By Judith Lewis Mernit
May 22, 2015
On Wednesday, May 20, the day after a Santa Barbara County fire inspector discovered a stream of contaminated crude oil flowing onto a pristine segment of the Southern California coast, a group of researchers published a study linking the 2010 Deepwater Horizon oil spill to a mass die-off of bottlenose dolphins. The 46 carcasses examined for the study had suffered from “rare, life-threatening and chronic adrenal gland and lung diseases.” The researchers concluded that these diseases were “consistent with exposure to petroleum compounds as seen in other mammals.”

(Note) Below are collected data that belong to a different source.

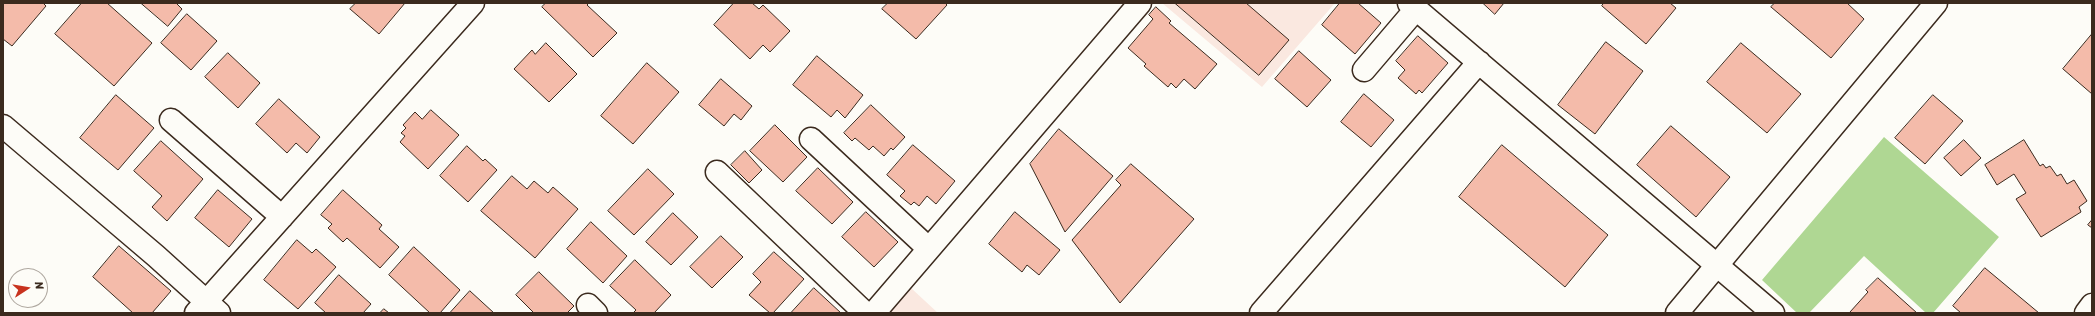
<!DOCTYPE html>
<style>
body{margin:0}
#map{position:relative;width:2095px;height:316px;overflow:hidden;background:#fdfcf7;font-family:Sriracha,sans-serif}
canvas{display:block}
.frame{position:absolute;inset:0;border:4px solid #3b2a1e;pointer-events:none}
.north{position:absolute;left:8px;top:268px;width:40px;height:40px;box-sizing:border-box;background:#fdfcf7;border:1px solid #afa8a0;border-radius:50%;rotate:78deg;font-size:11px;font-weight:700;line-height:16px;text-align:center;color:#3b2a1e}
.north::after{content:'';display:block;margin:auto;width:14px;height:18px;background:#c8321e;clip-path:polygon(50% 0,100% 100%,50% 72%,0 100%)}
</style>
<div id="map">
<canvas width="2095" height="316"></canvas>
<div class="frame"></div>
<div class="north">N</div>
</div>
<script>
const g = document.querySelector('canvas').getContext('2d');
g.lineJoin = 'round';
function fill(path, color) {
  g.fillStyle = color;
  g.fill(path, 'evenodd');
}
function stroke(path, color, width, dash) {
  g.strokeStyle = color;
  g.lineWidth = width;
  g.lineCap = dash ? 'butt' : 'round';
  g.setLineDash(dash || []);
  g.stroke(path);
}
fill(new Path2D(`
 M1162,3H1335L1262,87Z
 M911,288L938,313H889Z`), '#fae8e0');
fill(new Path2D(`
 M1884,137L1999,237L1933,313H1926L1864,256L1809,313H1797L1762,280Z`), '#afd793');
const building = new Path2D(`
 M3,3H43L46,6L12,46L3,39Z
 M82,3H107L152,43L114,86L55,34Z
 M141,3H176L182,9L168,26Z
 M356,3H405L379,34L350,9Z
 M546,3H589L587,5L617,33L593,57L542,7Z
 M734,3H752L759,9L763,5L790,31L770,52L763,45L750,59L714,25Z
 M888,3H945L947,5L916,39L882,9Z
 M1175,3H1246L1289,40L1259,75Z
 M1340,3H1358L1381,23L1355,54L1322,25Z
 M1483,3H1504L1495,14Z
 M1604,3H1670L1676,8L1646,44L1602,6Z
 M1775,3H1847L1864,19L1831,58L1771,7Z
 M1156,7L1171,21L1169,23L1217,64L1195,89L1184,79L1176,88L1171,83L1168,87L1144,66L1146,64L1128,48L1153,19L1149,15Z
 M187,14L217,41L191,70L161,43Z
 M2092,34V94L2063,69Z
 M1418,36L1448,63L1422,93L1419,90L1416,94L1398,78L1405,70L1396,61Z
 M1606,42L1643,71L1595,134L1558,105Z
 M546,43L577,74L549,102L514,69L532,50L535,54Z
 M1741,43L1801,94L1767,133L1707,82Z
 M1299,51L1331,80L1307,107L1275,79Z
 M228,53L260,83L238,108L205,77Z
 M817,56L863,95L845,118L837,110L831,117L793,85Z
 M647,63L679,92L633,144L601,116Z
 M721,79L752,106L741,120L734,114L724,126L699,105Z
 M1364,94L1394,120L1371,147L1341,122Z
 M116,95L154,128L118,170L80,138Z
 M1933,95L1963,121L1925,164L1895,138Z
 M279,99L320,137L307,153L296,143L287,153L256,124Z
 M871,105L905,137L893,150L891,148L884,156L873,146L869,150L855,138L852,141L844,133Z
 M431,110L459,135L428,169L400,142L405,136L401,133L406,128L403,125L415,112L422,119Z
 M775,125L807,157L783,182L750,151Z
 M1671,126L1730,177L1696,217L1637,165Z
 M1059,129L1113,176L1065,232L1030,164Z
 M1964,140L1981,158L1961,176L1944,158Z
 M2024,140L2040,166L2043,164L2046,168L2050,166L2057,176L2061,174L2067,184L2074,180L2087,201L2079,207L2081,212L2041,237L2016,199L2026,193L2014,174L1997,185L1985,165Z
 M161,141L203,179L167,221L152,207L162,196L134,171Z
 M913,145L955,181L936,204L927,196L919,206L914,202L911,205L900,196L905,191L887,175Z
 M1502,145L1608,235L1565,287L1459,197Z
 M467,146L483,161L485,159L497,170L468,202L440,176Z
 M745,151L762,170L749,183L731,165Z
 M1131,164L1194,219L1120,303L1072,240L1121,185L1116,180Z
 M818,168L853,202L832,224L796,191Z
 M648,169L674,194L634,235L608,211Z
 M512,176L527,189L534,181L548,193L553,187L578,209L535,258L481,211Z
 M218,190L252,219L229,247L195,218Z
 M343,190L382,225L379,229L399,247L380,268L347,238L343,242L328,228L332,224L321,215Z
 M866,212L898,242L874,267L842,237Z
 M1015,212L1060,250L1039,275L1027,265L1022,272L989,244Z
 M673,213L698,237L671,265L646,242Z
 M2092,220V228L2088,225Z
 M591,222L627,256L603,283L567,249Z
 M721,236L743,257L712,288L690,267Z
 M297,240L312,253L316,249L336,267L298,309L264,280Z
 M119,246L171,291L152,313H133L93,277Z
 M414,247L460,290L440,313H430L389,275Z
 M774,252L804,279L773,313H770L749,295L761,282L753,274Z
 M635,260L671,295L654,313H633L636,310L610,286Z
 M1985,268L2039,313H1961L1953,306Z
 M539,272L574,306L567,313H534L516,295Z
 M339,275L371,304L363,313H326L315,303Z
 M1878,278L1917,313H1851L1850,312L1868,292L1866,290Z
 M814,288L841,313H791Z
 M470,291L494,313H450Z
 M384,309L389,313H380Z`);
fill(building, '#f4bbaa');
stroke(building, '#3b2a1e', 1);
const street = new Path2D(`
 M1409,3L1773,313
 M1364,70L1416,9
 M171,120L282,217
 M3,126L156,256L219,313
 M811,139L928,248
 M717,172L865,313
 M588,305L596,313
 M196,313L473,3
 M874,313L1140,3
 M1261,313L1479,62
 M2086,313L2092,305`);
const secondary = new Path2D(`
 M1677,313L1936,3`);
stroke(street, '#3b2a1e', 25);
stroke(secondary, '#3b2a1e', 25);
stroke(street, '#fdfcf7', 22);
stroke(secondary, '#fdfcf7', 22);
</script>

46 years after the first oil spill that wrecked the Santa Barbara coast, not much has changed
Hearing this, the casual observer might say duh, and wonder why such a study makes the news at this late date, a full five years after British Petroleum’s oil rig exploded and sank, gushing oil for 87 days into Barataria Bay. And indeed, the study is not the first of its kind, nor will it be the last, because there’s just no underestimating the persistence of scientific denial in the oil industry when science threatens to force responsibility upon its corporate leaders for environmental disasters. Among the defenses BP mounted against past studies is that Barataria Bay’s dolphins were already suffering from pesticides and other toxic chemicals, so there’s no way to tell for sure whether it was oil or something else that had sickened them.
The new study, as a consequence, has meticulously ruled out every other cause.

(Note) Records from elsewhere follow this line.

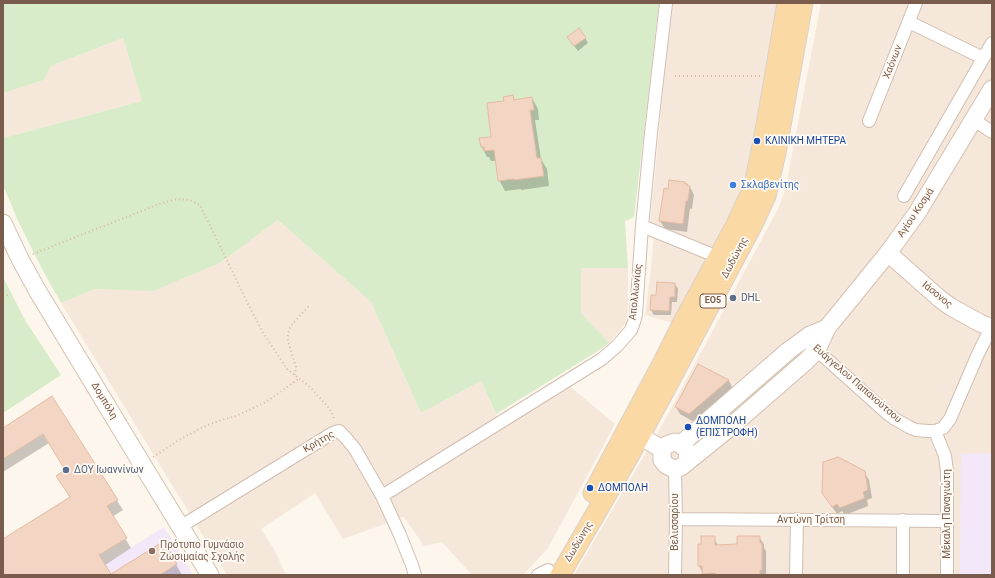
<!DOCTYPE html>
<meta charset="utf-8">
<style>
body{margin:0}
#map{position:relative;width:995px;height:578px;overflow:hidden;background:#fdf6ec;font-family:Roboto,sans-serif}
canvas{display:block}
.frame{position:absolute;inset:0;border:4px solid #7a5c4d;pointer-events:none}
</style>
<div id="map">
<canvas width="995" height="578"></canvas>
<div class="frame"></div>
</div>
<script>
const context = document.querySelector('canvas').getContext('2d');
context.lineJoin = 'round';
function fill(path, color) { context.fillStyle = color; context.fill(path, 'evenodd'); }
const poly = rows => new Path2D(rows.map(r => 'M' + r).join(''));
function stroke(path, color, width, dash) { context.strokeStyle = color; context.lineWidth = width; context.lineCap = dash ? 'butt' : 'round'; context.setLineDash(dash || []); context.stroke(path); }
function label(font, color, halo, rows, align = 'center') {
  context.font = font + ' Roboto,sans-serif'; context.lineWidth = 3.5; context.setLineDash([]); context.textBaseline = 'middle'; context.strokeStyle = halo; context.fillStyle = color; for (const [text, x, y, turn = 0] of rows) {
    context.save(); context.translate(x, y); context.rotate((+turn || 0) * Math.PI / 180); context.textAlign = isNaN(turn) ? turn : align; if (halo) context.strokeText(text, 0, 0); context.fillText(text, 0, 0); context.restore();
  }
}
fill(poly([
 [672,3,778,3,745,182,673,323,645,315,650,278,655,224,650,222],
 [821,3,992,3,992,575,574,575,661,427,779,207,785,191],
 [123,38,142,101,3,138,3,93,44,80,51,66],
 [278,220,371,302,421,413,481,381,501,426,568,385,615,424,548,548,523,575,472,575,442,542,424,546,404,517,343,539,315,493,261,529,274,549,286,575,227,575,61,303,95,289,153,290,220,263],
 [581,268,628,268,628,312,626,323,609,343,581,313]
]), '#f5e8da');
fill(poly([
 [992,453,992,575,960,575,961,454],
 [164,527,193,575,87,575]
]), '#f3e8fa');
fill(poly([
 [3,3,659,3,634,217,625,221,628,268,581,268,581,313,609,343,601,349,496,414,481,381,421,413,371,302,278,220,220,263,153,291,95,289,61,303,42,269,18,221,3,185,3,138,142,101,123,38,51,66,44,80,3,93],
 [3,277,25,320,61,375,3,413],
 [793,357,798,363,696,450,691,444]
]), '#d8ecc9');
fill(poly([
 [585,38,588,43,578,51,571,42],
 [513,96,515,101,532,98,538,109,539,120,535,120,541,159,547,169,549,186,521,190,521,189,505,191,499,180,496,161,491,161,489,157,487,157,482,147,480,139,492,138,505,102],
 [685,183,688,187,690,187,694,195,692,209,690,208,687,232,665,229,660,221,669,190],
 [675,284,678,289,677,302,672,302,671,315,654,315,651,310,657,296],
 [698,365,729,381,733,389,694,422,680,414,676,407],
 [52,398,123,510,112,517,131,548,105,565,111,575,3,575,3,536,5,539,70,498,63,486,66,470,49,443,3,472,3,429],
 [864,472,869,480,872,498,867,500,868,506,845,515,842,511,837,514,828,501],
 [714,537,718,546,738,545,759,537,764,544,764,548,766,551,766,575,703,575,703,573,699,566,702,545],
 [164,543,182,575,112,575]
]), '#0003');
const building = poly([
 [579,28,586,38,574,46,567,37,579,28],
 [513,95,514,100,532,97,534,110,530,110,537,158,541,158,544,176,514,180,514,179,498,181,494,150,484,151,484,147,481,147,479,138,491,137,487,103,504,101,503,97,513,95],
 [669,180,685,182,685,184,688,184,687,186,690,186,688,201,686,201,683,224,659,221,664,188,668,189,669,180],
 [657,282,675,283,675,297,670,297,669,311,650,310,651,295,656,295,657,282],
 [698,364,729,380,689,414,675,407,698,364],
 [52,396,118,500,107,506,127,538,99,555,111,574,164,541,177,564,160,575,3,575,3,539,70,497,56,476,65,470,43,434,3,459,3,428,52,396],
 [838,457,865,471,868,490,863,492,865,498,840,508,837,504,832,507,822,493,823,462,838,457],
 [701,536,715,536,715,545,737,544,737,536,760,536,760,543,762,543,762,571,760,570,760,575,715,575,715,573,702,574,702,566,698,566,698,544,701,544,701,536]
]);
fill(building, '#f3d5c3');
stroke(building, '#e6bba3', 1);
const street = poly([
 [909,22,983,58],
 [974,120,992,132],
 [869,121,916,3],
 [904,196,992,43],
 [642,226,718,257],
 [811,345,888,414,895,419,909,427,916,430,928,431,935,431,943,428,950,419,978,354,991,328],
 [935,431,945,456,947,471,947,575],
 [382,496,602,359,617,346,631,330,634,322,636,314,642,226,651,133,666,3],
 [676,519,947,521],
 [180,527,331,434,335,432,339,431,345,437,355,449,382,496,400,535,412,565,415,575],
 [538,575,548,570],
 [675,575,676,519,675,469],
 [796,575,797,519],
 [903,575,903,520]
]);
const secondary = poly([
 [3,223,20,259,37,290,142,464,210,575],
 [888,253,940,299,951,307,980,323,992,328],
 [629,429,663,450],
 [681,444,788,351,810,335,827,328],
 [686,463,687,460,688,453,685,448,680,444,675,442,666,445,663,450,662,453,662,460,666,465,672,468,675,469,681,467,728,429,805,362,817,350,827,328,888,253,917,213,992,89]
]);
const primary = poly([
 [593,493,662,364,682,324,735,226,753,188,755,181,766,125,787,3],
 [560,575,628,458,664,392,754,222,766,196,776,153,803,3]
]);
stroke(street, '#d1beb0', 14);
stroke(secondary, '#d6c0b0', 19);
stroke(primary, '#dad1cd', 21);
stroke(poly([
 [675,76,760,76],
 [33,254,162,203,177,199,189,200,200,205,251,310,264,334,287,369,310,387,329,408,333,415,334,421],
 [3,297,10,294],
 [295,375,296,367,288,341,288,334,290,327,296,320,309,306],
 [153,457,179,440,201,428,218,421,236,416,266,402,300,378]
]), '#d9b8a5', 2, [1, 3]);
stroke(street, '#fff', 12);
stroke(secondary, '#fff', 17);
stroke(primary, '#fbd9a5', 19);
for (const [x, y, r, color] of [
 [757,141,4,"#1a4fb4"],
 [733,185,4,"#3f7fe0"],
 [733,298,4,"#5c6f8a"],
 [688,427,4,"#1a4fb4"],
 [66,470,4,"#5c6f8a"],
 [590,488,4,"#1a4fb4"],
 [152,551,4,"#8d6e63"]
]) { const dot = new Path2D(); dot.arc(x, y, r, 0, 2 * Math.PI); context.fillStyle = color; context.fill(dot); stroke(dot, '#fffaf3', 1.5); }
for (const [x, y, w] of [
 [713,301,26]
]) { const box = new Path2D(); box.roundRect(x - w / 2, y - 7, w, 14, 3); context.fillStyle = '#fffaf3'; context.fill(box); stroke(box, '#7a5c4d', 1); }
label('bold 9px', '#7a5c4d', null, [
 ["ΕΟ5",713,301]
]);
label('10px', '#7a5c4d', '#fffaf3', [
 ["Χαόνων",893,62,-68],
 ["Αγίου Κοσμά",916,213,-56],
 ["Δωδώνης",735,258,-62],
 ["Απολλωνίας",636,292,-84],
 ["Ιάσονος",937,295,39],
 ["Ευάγγελου Παπανούτσου",857,384,41],
 ["Δομπόλη",104,401,59],
 ["Κρήτης",319,442,-30],
 ["Μέκαλη Παναγιώτη",947,514,-90],
 ["Αντώνη Τρίτση",811,520],
 ["Βελισσαρίου",675,522,-90],
 ["Δωδώνης",579,542,-59]
]);
label('10px', '#164399', '#fffaf3', [
 ["ΚΛΙΝΙΚΗ ΜΗΤΕΡΑ",765,141],
 ["ΔΟΜΠΟΛΗ",696,421],
 ["(ΕΠΙΣΤΡΟΦΗ)",696,433],
 ["ΔΟΜΠΟΛΗ",598,488]
], 'left');
label('10px', '#366cbe', '#fffaf3', [
 ["Σκλαβενίτης",741,185]
], 'left');
label('10px', '#4e5e75', '#fffaf3', [
 ["DHL",741,298],
 ["ΔΟΥ Ιωαννίνων",74,470]
], 'left');
label('10px', '#785e54', '#fffaf3', [
 ["Πρότυπο Γυμνάσιο",160,545],
 ["Ζωσιμαίας Σχολής",160,557]
], 'left');
</script>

The Santa Barbara oil spill, on the shores of Refugio State Beach, has so far released only a small fraction of the Deepwater Horizon’s 206 million gallons of oil, and this time from a pipeline onshore, not a rig situated nearly a mile beneath the sea. But it has blighted an ecosystem of global importance, at the very top of the Southern California Bight, the fecund expanse of California coast that begins at Point Conception and extends into Baja California. It’s in the channel between the mainland and a chain of islands 20 miles out that dolphins assemble in schools of hundreds and migrating whales collect their krill. The coast is home to shorebirds and waders that thrive on its abundant fish. It’s also beautiful.